Please count the lines below that hold the word "stream" and give the count without any other text.

* Records shown:
* * * *

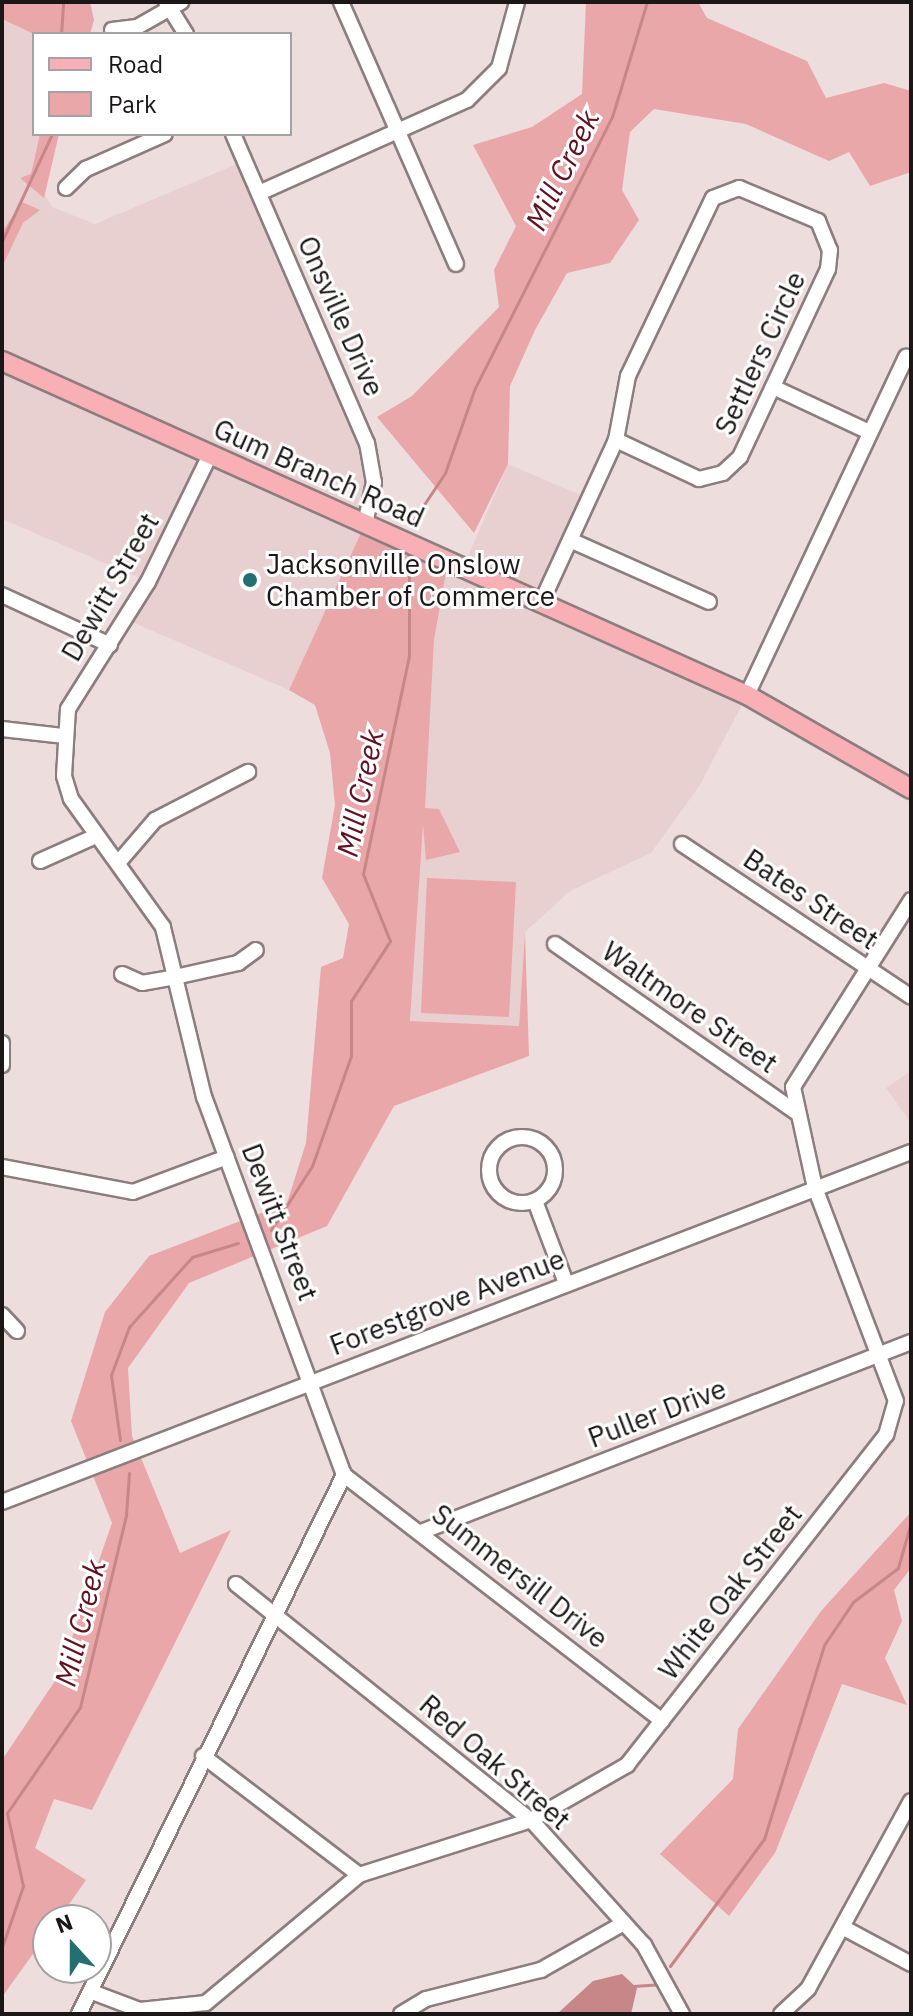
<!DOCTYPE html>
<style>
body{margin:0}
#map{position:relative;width:913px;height:2016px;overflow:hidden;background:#edd;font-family:"IBM Plex Sans",sans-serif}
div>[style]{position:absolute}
.built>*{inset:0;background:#e9d0d0}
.green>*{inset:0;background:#e9a7a9}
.water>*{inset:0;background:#c78688}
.stream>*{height:3px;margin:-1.5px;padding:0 1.5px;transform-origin:1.5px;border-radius:1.5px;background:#c78688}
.roads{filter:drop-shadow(2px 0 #8c7d7e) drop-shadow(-2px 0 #8c7d7e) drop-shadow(0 2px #8c7d7e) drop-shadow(0 -2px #8c7d7e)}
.minor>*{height:14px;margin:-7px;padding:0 7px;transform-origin:7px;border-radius:7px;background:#fff}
.minor>.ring{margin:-7px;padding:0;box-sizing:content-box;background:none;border:14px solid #fff;border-radius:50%}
.major>*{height:18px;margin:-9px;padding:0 9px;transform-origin:9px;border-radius:9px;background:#f8b0b6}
.dots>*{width:22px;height:22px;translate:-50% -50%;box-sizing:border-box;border:4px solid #fff;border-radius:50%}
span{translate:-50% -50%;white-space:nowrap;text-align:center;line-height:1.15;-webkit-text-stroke:6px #fff;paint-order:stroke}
.street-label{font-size:28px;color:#1c1717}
.poi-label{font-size:28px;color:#1c1717}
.left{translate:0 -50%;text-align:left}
.water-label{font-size:30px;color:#611220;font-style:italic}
.frame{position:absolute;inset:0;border:4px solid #1c1717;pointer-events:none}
.legend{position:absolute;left:32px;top:32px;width:260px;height:104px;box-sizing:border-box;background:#fff;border:2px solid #a4a2a2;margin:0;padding:10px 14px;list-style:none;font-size:24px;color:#1c1717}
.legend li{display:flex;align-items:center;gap:16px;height:40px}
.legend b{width:40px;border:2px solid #a4a2a2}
.north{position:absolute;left:32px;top:1904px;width:80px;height:80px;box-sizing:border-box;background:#fff;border:2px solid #a4a2a2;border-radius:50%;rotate:339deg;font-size:22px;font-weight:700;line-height:32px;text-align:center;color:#1c1717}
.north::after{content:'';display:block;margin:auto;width:28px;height:36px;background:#246f71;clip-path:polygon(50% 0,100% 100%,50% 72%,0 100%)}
</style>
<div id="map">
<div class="built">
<i style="clip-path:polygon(2px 2px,34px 34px,34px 134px,58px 134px,40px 186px,52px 207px,95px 224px,244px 161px,372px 460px,365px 524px,289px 690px,125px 619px,147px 581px,2px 519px)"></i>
<i style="clip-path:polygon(508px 464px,592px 500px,541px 602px,747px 695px,700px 785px,651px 853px,570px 891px,525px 932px,519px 1026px,410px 1021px,434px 640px,448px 561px,463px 568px)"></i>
<i style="clip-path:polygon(911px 1071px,911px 1123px,886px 1088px)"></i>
</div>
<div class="green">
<i style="clip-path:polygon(2px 2px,90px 2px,94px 20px,90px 34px,34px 34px,2px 19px)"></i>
<i style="clip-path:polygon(586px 2px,698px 2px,707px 18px,807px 61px,826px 98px,884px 83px,911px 91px,911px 172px,870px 186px,849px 152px,829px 161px,746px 124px,654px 109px,630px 132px,622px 190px,639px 220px,610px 263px,567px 273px,535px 330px,510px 386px,508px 464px,474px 533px,377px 417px,412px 396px,499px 307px,494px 270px,516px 226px,473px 145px,532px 127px,582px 94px)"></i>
<i style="clip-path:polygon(40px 134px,59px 134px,44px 198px,20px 178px,31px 174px)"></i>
<i style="clip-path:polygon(22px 202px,40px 210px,23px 223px,2px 267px,2px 232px)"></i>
<i style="clip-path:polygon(365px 524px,448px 561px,434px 640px,425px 808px,439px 809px,460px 852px,426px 860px,423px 824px,410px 1021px,519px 1026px,525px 932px,529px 1056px,394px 1106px,327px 1226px,189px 1283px,128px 1368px,132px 1436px,180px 1553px,231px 1530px,92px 1810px,54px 1799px,35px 1848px,86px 1880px,58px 1920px,48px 1920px,48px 1933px,2px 1997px,2px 1760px,59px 1675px,112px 1523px,71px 1421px,105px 1312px,149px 1256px,287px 1203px,306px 1143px,321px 967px,343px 958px,349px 924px,322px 878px,335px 805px,330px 753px,315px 705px,289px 690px)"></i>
<i style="clip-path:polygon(427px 878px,516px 882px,509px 1017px,421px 1013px)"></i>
<i style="clip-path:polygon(911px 1512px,911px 1568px,894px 1590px,902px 1621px,885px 1658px,907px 1705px,842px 1684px,775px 1853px,729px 1916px,660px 1854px,733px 1779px,738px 1729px,821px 1611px)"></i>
</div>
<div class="water">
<i style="clip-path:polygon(622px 1974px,637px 1988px,631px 2014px,557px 2014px,593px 1981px)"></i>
</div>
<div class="stream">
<i style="left:61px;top:34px;width:32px;rotate:-86deg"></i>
<i style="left:2px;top:241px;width:118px;rotate:-65deg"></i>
<i style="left:413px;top:521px;width:58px;rotate:-56.3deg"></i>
<i style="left:445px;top:473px;width:90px;rotate:-70.6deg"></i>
<i style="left:475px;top:388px;width:304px;rotate:-63.2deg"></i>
<i style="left:612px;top:117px;width:120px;rotate:-73.1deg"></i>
<i style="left:271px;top:1230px;width:76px;rotate:-57.4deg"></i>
<i style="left:312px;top:1166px;width:117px;rotate:-70.5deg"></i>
<i style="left:351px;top:1056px;width:55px;rotate:-90deg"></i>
<i style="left:351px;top:1001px;width:72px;rotate:-57deg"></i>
<i style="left:390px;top:941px;width:72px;rotate:-111.9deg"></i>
<i style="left:363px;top:874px;width:224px;rotate:-78.1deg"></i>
<i style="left:409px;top:655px;width:87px;rotate:-90deg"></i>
<i style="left:120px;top:1440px;width:66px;rotate:-97.9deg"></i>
<i style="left:111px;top:1375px;width:51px;rotate:-69.4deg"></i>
<i style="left:129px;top:1327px;width:94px;rotate:-48deg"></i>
<i style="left:192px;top:1257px;width:48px;rotate:-16.9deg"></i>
<i style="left:2px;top:1947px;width:65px;rotate:-71deg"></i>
<i style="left:23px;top:1886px;width:75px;rotate:-102.4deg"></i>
<i style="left:7px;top:1813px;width:129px;rotate:-55.4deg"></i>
<i style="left:80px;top:1707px;width:197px;rotate:-76.5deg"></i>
<i style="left:126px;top:1515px;width:42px;rotate:-85.9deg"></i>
<i style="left:670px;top:1966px;width:158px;rotate:-53.5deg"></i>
<i style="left:764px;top:1839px;width:203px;rotate:-72.8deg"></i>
<i style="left:824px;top:1645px;width:52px;rotate:-56deg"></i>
<i style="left:853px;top:1602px;width:56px;rotate:-37.1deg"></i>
<i style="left:898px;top:1568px;width:48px;rotate:-74.2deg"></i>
<i style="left:633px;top:1986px;width:26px;rotate:-4deg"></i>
</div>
<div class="roads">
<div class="minor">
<i style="left:166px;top:2px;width:38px;rotate:58deg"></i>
<i style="left:341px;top:2px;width:286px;rotate:66.3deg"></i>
<i style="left:112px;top:30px;width:25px;rotate:-7deg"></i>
<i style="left:137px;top:27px;width:51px;rotate:-29.6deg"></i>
<i style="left:233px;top:134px;width:337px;rotate:66.6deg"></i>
<i style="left:367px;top:443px;width:40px;rotate:80deg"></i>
<i style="left:374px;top:482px;width:43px;rotate:102.1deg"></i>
<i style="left:66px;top:188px;width:28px;rotate:-44deg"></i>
<i style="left:86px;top:169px;width:86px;rotate:-23.9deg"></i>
<i style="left:259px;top:193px;width:228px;rotate:-24.1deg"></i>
<i style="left:467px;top:100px;width:45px;rotate:-45deg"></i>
<i style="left:499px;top:68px;width:68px;rotate:-74.7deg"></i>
<i style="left:773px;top:387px;width:106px;rotate:25.1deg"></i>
<i style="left:570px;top:540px;width:152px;rotate:24deg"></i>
<i style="left:2px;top:595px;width:119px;rotate:24.8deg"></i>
<i style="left:541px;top:603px;width:179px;rotate:-65.3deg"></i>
<i style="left:616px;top:440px;width:65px;rotate:-79.4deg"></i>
<i style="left:628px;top:376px;width:197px;rotate:-64.5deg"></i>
<i style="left:713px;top:198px;width:28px;rotate:-21deg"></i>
<i style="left:739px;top:188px;width:86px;rotate:22.7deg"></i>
<i style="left:818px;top:221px;width:31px;rotate:68deg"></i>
<i style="left:830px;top:250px;width:19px;rotate:96deg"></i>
<i style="left:828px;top:269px;width:208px;rotate:115.1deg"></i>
<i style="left:740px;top:457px;width:23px;rotate:137deg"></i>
<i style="left:723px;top:473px;width:25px;rotate:166deg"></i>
<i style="left:699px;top:479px;width:92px;rotate:-154.8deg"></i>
<i style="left:747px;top:695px;width:374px;rotate:-64.8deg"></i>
<i style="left:2px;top:729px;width:61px;rotate:6.5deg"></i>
<i style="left:682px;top:844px;width:275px;rotate:33.7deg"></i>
<i style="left:40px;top:861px;width:61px;rotate:-24.1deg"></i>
<i style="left:118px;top:863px;width:57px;rotate:-49.3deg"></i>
<i style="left:155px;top:820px;width:105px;rotate:-27.3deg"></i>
<i style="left:555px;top:944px;width:294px;rotate:34.9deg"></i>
<i style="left:122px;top:974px;width:22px;rotate:24deg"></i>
<i style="left:142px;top:983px;width:34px;rotate:-10deg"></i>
<i style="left:175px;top:977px;width:65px;rotate:-12.5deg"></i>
<i style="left:238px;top:963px;width:22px;rotate:-36deg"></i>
<i style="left:2px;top:1043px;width:22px;rotate:90deg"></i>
<i class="ring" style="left:489px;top:1137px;width:52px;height:52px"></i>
<i style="left:2px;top:1167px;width:133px;rotate:10.8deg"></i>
<i style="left:133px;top:1192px;width:100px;rotate:-20.4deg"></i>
<i style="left:535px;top:1201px;width:88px;rotate:69.3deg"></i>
<i style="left:2px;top:1315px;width:22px;rotate:47deg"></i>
<i style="left:344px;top:1475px;width:402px;rotate:37.7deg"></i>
<i style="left:2px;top:1502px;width:974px;rotate:-21.06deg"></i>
<i style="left:421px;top:1532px;width:526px;rotate:-21.19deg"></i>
<i style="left:236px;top:1584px;width:378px;rotate:38.7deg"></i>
<i style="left:531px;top:1820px;width:169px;rotate:47.9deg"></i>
<i style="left:644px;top:1945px;width:79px;rotate:61.2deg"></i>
<i style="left:203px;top:1756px;width:196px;rotate:37.3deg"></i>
<i style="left:844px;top:1928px;width:76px;rotate:28.2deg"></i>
<i style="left:92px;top:1992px;width:51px;rotate:20.6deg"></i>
<i style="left:140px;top:2010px;width:66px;rotate:-6.1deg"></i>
<i style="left:206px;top:2003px;width:199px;rotate:-39.9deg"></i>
<i style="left:359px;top:1875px;width:181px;rotate:-17.7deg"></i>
<i style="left:531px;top:1820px;width:111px;rotate:-29.8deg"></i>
<i style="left:627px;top:1765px;width:420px;rotate:-51.9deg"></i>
<i style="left:886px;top:1435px;width:35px;rotate:-74deg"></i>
<i style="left:896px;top:1401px;width:228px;rotate:-110.8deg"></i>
<i style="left:815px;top:1188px;width:103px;rotate:-102.3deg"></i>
<i style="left:793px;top:1087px;width:221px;rotate:-57.7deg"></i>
<i style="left:79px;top:2014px;width:601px;rotate:-63.82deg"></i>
<i style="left:344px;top:1475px;width:403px;rotate:-110.3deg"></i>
<i style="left:204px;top:1097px;width:175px;rotate:-103.6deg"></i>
<i style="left:163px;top:927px;width:158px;rotate:-125.7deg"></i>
<i style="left:71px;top:799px;width:24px;rotate:-107deg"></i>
<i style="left:64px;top:776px;width:67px;rotate:-86.6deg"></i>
<i style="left:68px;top:709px;width:150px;rotate:-57.8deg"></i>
<i style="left:148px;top:582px;width:141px;rotate:-64deg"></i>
<i style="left:401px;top:2014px;width:29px;rotate:-31deg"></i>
<i style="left:426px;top:1999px;width:119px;rotate:-14.2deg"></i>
<i style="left:541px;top:1970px;width:95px;rotate:-29.5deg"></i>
<i style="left:781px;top:2014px;width:37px;rotate:-43deg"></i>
<i style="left:808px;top:1989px;width:214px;rotate:-61.3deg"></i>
</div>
<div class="major">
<i style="left:2px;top:361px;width:816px;rotate:24.15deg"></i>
<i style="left:747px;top:695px;width:189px;rotate:29.8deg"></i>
</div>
</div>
<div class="dots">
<i style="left:250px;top:580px;background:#246f71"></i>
</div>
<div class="street-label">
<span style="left:341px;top:316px;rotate:66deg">Onsville Drive</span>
<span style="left:760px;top:353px;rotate:-65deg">Settlers Circle</span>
<span style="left:319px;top:473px;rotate:24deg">Gum Branch Road</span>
<span style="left:110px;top:587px;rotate:-60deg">Dewitt Street</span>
<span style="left:811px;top:899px;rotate:34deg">Bates Street</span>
<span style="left:690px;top:1007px;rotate:35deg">Waltmore Street</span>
<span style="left:280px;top:1222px;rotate:69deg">Dewitt Street</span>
<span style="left:447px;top:1302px;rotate:-21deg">Forestgrove Avenue</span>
<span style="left:657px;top:1413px;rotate:-21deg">Puller Drive</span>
<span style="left:520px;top:1576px;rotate:38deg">Summersill Drive</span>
<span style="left:730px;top:1592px;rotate:-52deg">White Oak Street</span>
<span style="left:495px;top:1762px;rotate:41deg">Red Oak Street</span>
</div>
<div class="poi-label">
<span class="left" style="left:266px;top:580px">Jacksonville Onslow<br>Chamber of Commerce</span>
</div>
<div class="water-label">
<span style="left:562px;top:170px;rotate:-64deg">Mill Creek</span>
<span style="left:360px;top:793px;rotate:-78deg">Mill Creek</span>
<span style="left:80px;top:1623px;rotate:-76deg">Mill Creek</span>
</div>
<div class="frame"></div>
<ul class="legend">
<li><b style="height:10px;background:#f8b0b6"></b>Road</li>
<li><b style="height:22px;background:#e9a7a9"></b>Park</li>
</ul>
<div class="north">N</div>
</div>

* * * *

* Response to this exercise:
2